Uno de los puntos de inflexión más significativos en la lucha contra el Apartheid fue el levantamiento de Soweto en 1976, donde cientos de estudiantes fueron asesinados por la policía en una movilización contra la imposición de hablar en las escuelas negras un idioma que no era el suyo, el afrikáans, una lengua de la minoría blanca. La represión brutal del régimen, que incluyó el asesinato de casi 200 jóvenes, entre ellos el de Hector Pieterson, un niño de 12 años cuya imagen se volvió símbolo global del horror del Apartheid, generó una ola de indignación internacional y fortaleció la resistencia sudafricana. Estos episodios, sumados a huelgas generales masivas como las que se sucedieron entre 1984 y 1986, pusieron en evidencia que ese régimen ya no podía sostenerse sin represión permanente. La acumulación de estos elementos fue erosionando la legitimidad interna y externa del régimen, preparando las condiciones para su colapso.
El asesinato de jóvenes como Hector Pieterson, retratado en esta foto, despertó la solidaridad internacional y marcó un punto de inflexión en la lucha contra el Apartheid.

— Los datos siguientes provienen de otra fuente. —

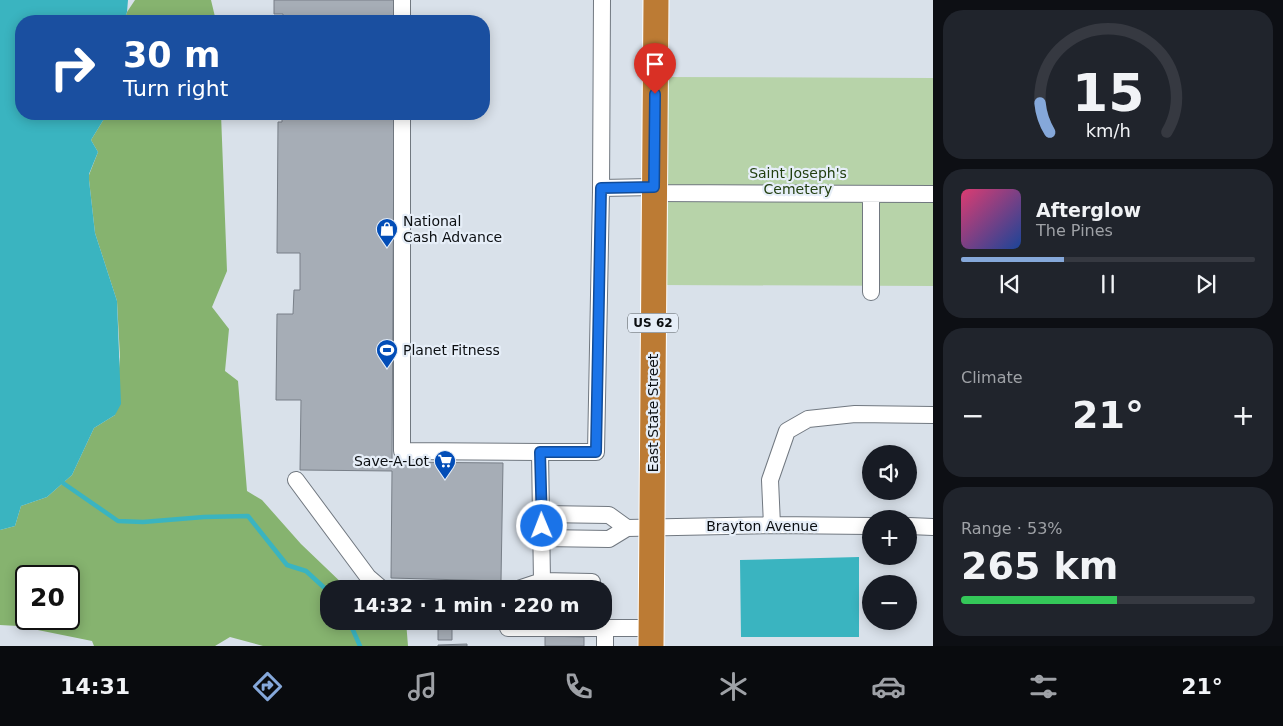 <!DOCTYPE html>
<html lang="en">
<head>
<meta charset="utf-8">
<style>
  :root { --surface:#171b24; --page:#20242c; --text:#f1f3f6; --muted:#9ea1a6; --line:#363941; --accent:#85a8da }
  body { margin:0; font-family:"DejaVu Sans",sans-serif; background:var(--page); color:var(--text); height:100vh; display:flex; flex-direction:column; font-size:19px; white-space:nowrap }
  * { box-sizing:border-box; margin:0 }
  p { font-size:16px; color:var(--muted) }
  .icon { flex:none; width:28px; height:28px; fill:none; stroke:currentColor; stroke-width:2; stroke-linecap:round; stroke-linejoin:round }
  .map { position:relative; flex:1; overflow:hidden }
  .details { display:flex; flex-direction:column; gap:10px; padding:10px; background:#0d0f14; width:350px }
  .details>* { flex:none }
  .guide { position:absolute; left:15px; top:15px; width:475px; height:105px; border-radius:20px; box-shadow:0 2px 12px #0003; background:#1a4fa0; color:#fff; overflow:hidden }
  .fabs { position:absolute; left:862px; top:445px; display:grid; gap:10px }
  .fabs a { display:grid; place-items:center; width:55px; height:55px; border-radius:50%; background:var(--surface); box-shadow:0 2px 12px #0003; font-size:25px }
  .speed { position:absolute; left:15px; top:565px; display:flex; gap:10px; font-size:25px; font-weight:700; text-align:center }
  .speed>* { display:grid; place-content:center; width:65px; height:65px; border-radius:50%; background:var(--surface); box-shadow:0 2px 12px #0003; line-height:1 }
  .speed .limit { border:2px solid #111; border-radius:8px; background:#fff; color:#111 }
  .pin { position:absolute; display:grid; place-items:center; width:42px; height:42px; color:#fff; margin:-51px -21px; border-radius:50% 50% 50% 0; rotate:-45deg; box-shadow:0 0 5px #0007 }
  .pin .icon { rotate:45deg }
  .me { position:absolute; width:55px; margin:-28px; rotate:359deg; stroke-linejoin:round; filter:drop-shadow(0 0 4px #0008) }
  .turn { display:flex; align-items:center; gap:18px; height:105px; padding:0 25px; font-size:22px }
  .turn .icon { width:65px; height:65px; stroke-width:2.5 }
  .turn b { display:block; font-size:35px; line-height:42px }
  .big { font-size:38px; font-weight:700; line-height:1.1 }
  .details .card { flex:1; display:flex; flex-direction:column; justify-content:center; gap:8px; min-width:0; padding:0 18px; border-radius:20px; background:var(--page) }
  .details .dial { align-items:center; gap:0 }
  .dial svg { height:130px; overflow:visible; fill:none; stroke:var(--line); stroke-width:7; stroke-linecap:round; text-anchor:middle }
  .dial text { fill:var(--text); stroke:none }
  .song { display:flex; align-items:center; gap:15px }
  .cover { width:60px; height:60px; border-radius:8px; background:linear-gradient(135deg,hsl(340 70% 55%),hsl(220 70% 35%)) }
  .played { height:5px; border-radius:2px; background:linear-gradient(90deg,var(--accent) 35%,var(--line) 35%) }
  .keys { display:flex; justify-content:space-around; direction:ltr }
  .heat { display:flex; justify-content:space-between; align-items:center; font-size:28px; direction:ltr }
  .charge { height:8px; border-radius:4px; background:linear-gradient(90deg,#34c759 53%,var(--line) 0) }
  .trip { position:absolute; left:320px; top:580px; width:292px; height:50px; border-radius:20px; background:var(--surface); box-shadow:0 2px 12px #0003; font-weight:700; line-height:50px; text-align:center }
  .tab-bar { display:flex; height:80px; justify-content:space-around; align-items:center; background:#090b0e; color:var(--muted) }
  .tab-bar .icon { width:35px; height:35px }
  .tab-bar .active { color:var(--accent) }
  .tab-bar b { font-size:22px; color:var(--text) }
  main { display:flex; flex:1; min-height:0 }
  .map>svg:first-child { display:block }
</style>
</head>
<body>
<main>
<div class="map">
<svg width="933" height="646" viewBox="0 0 933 646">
  <rect width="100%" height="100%" fill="#d9e1ea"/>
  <!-- green -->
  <path fill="#b7d3a9" d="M663 77 933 78V286L662 285Z"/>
  <!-- forest -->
  <path fill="#86b36f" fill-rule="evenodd" d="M135 0H211L216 21H124L127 12Z
    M107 114H221L227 271 212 307 229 329 225 371 238 381 247 491 262 500 301 544 348 589H329V621H406L408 646H263L230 637 215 646H94L92 641 18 626 0 625V530L15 526 21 506 47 497 72 475 94 428 115 415 120 357 117 301 95 233 89 180V175L98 152 91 140ZM26 576H69V619H26Z"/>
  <!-- water -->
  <path fill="#3ab4c0" d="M0 0H128L127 12 124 21H21V114H107L91 140 98 152 89 174V180L95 233 117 301 121 404 115 415 94 428 72 475 47 497 21 506 15 526 0 530Z
    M859 557V637H741L740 560Z"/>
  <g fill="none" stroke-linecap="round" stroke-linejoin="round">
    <!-- stream -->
    <path stroke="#3ab4c0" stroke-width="4.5" d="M61 478 63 483 118 521 143 522 204 517 248 516 287 565 306 571 329 592
      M349 621 360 646"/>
  </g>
  <!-- building -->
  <path fill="#a6adb6" stroke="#787f88" d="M274 0H395V21H283V14H274Z
    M282 114H394L392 462 503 463 501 581 391 578 392 471 300 470 301 400H276L277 314H293L294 290H300V253H277L278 122H282Z
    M438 629H452V640H438Z
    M545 636 584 637V646H545Z
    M467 644V646H438V645Z"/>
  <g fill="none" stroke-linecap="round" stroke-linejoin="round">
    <!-- minor casing -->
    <g stroke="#717880" stroke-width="18">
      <path id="minor" d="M402 21V0
        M402 114V451L540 452
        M601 188 654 187
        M654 193 933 194
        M871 194V292
        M296 480 368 577 382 589
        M542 514 609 515 627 528
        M772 525 770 480 787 431 808 419 855 414 933 415
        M909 526 933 527
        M542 538 609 539 627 528 772 525 871 526
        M592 582 542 581 540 452H596L601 191 602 0
        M518 589 542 581
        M508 621V628H652
        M605 628V646"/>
    </g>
    <!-- highway casing -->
    <g stroke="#fff" stroke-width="27">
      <path id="highway" d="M651 646 656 0"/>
    </g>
    <!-- minor -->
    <use href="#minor" stroke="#fff" stroke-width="16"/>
    <!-- highway -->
    <use href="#highway" stroke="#bc7b34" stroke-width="25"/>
  </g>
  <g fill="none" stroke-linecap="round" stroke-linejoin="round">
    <!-- route casing -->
    <g stroke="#114b97" stroke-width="12">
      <path id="route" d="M542 526 540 452H596L601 188 654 187 655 94"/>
    </g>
    <!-- route -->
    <use href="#route" stroke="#1a73e8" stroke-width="9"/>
  </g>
  <!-- icons -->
  <defs>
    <g id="shop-pin" transform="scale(1.125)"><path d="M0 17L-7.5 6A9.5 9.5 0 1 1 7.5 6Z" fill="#024db7" stroke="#e6eef8"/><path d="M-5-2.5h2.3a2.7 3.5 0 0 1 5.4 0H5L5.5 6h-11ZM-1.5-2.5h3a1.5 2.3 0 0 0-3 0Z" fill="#fff"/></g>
    <g id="stadium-pin" transform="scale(1.125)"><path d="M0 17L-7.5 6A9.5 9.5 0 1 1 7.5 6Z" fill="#024db7" stroke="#e6eef8"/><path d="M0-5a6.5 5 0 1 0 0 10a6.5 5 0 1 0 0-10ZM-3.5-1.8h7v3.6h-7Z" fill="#fff"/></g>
    <g id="supermarket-pin" transform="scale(1.125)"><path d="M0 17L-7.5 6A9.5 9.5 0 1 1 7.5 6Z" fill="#024db7" stroke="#e6eef8"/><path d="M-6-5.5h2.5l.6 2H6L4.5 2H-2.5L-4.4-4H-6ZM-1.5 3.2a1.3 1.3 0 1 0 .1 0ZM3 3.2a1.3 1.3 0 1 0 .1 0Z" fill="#fff"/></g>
  </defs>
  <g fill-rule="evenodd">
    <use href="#shop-pin" x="387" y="229"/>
    <use href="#stadium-pin" x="387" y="350"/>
    <use href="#supermarket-pin" x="445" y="461"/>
  </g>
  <g text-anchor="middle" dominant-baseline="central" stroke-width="4.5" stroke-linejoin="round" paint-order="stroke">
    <!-- shield labels -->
    <rect fill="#e6eef8" stroke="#4d5257" stroke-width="1" x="628" y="313.5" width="50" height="19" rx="4"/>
    <g font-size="12" font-weight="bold" fill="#0c0f12">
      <text x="653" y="323">US 62</text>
    </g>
    <!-- park labels -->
    <g font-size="14" fill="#223f0f" stroke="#e6eef8">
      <text x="798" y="173">Saint Joseph's<tspan x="798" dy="16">Cemetery</tspan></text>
    </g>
    <!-- poi labels -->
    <g font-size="14" fill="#0c0f12" stroke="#e6eef8" text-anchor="start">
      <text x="403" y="221">National<tspan x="403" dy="16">Cash Advance</tspan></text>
      <text x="403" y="350">Planet Fitness</text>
      <text x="429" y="461" text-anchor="end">Save-A-Lot</text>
    </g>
    <!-- street labels -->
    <g font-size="14" fill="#0c0f12" stroke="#e6eef8">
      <text transform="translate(653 413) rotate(-90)">East State Street</text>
      <text x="762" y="526">Brayton Avenue</text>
    </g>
  </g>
</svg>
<div class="fabs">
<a><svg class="icon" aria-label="sound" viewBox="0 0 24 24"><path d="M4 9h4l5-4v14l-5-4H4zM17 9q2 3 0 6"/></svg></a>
<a>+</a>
<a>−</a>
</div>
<div class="speed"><div class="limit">20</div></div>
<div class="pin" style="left:655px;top:94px;background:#d93025"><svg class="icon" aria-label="arrive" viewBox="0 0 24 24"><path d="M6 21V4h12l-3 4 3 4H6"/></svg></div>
<svg class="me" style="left:542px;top:526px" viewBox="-20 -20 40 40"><circle r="17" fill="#1a73e8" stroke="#fff" stroke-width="3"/><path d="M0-11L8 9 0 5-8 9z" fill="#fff"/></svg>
<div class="trip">14:32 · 1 min · 220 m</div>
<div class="guide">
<div class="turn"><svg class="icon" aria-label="right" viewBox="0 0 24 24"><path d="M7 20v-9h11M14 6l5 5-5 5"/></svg><div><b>30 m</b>Turn right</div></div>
</div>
</div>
<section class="details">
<div class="card dial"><svg viewBox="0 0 100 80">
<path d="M14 69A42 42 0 1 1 86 69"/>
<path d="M14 69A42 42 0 0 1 8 51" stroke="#85a8da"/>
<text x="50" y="56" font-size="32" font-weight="700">15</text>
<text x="50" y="72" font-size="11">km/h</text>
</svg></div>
<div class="card">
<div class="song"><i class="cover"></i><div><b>Afterglow</b><p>The Pines</p></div></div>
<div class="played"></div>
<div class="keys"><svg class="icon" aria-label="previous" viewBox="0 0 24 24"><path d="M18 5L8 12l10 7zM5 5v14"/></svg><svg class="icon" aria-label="pause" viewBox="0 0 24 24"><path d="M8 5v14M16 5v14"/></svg><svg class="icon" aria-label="next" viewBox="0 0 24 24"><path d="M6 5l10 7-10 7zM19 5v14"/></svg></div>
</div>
<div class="card"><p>Climate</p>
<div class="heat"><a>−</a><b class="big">21°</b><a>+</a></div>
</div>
<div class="card"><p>Range · 53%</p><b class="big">265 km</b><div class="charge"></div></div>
</section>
</main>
<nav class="tab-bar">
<b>14:31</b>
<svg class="icon active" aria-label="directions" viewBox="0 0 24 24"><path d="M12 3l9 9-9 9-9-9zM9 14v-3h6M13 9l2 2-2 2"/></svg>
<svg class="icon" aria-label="music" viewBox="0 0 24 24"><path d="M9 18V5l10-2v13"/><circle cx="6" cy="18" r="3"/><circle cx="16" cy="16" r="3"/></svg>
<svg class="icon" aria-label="phone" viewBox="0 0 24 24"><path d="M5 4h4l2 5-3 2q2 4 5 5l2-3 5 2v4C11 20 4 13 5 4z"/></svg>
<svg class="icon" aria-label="climate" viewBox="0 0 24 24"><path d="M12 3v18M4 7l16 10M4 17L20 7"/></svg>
<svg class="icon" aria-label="car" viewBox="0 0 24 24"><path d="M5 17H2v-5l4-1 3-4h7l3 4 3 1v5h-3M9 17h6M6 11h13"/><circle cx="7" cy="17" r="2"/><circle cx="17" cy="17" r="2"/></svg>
<svg class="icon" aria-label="filters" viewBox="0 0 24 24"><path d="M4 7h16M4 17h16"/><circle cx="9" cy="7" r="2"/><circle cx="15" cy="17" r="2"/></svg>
<b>21°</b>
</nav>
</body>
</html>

El proceso de transición fue cuidadosamente diseñado por la clase dominante y el imperialismo para evitar una ruptura estructural con el capitalismo sudafricano y preservar los privilegios económicos de la minoría blanca. Lejos de desarmar los pilares económicos del apartheid, Sudáfrica se insertó al orden mundial neoliberal[2]. El gobierno del Congreso Nacional Africano se comprometió desde un principio con un programa de medidas económicas neoliberales, que le daban la espalda a las promesas redistributivas de la Carta de la Libertad[3].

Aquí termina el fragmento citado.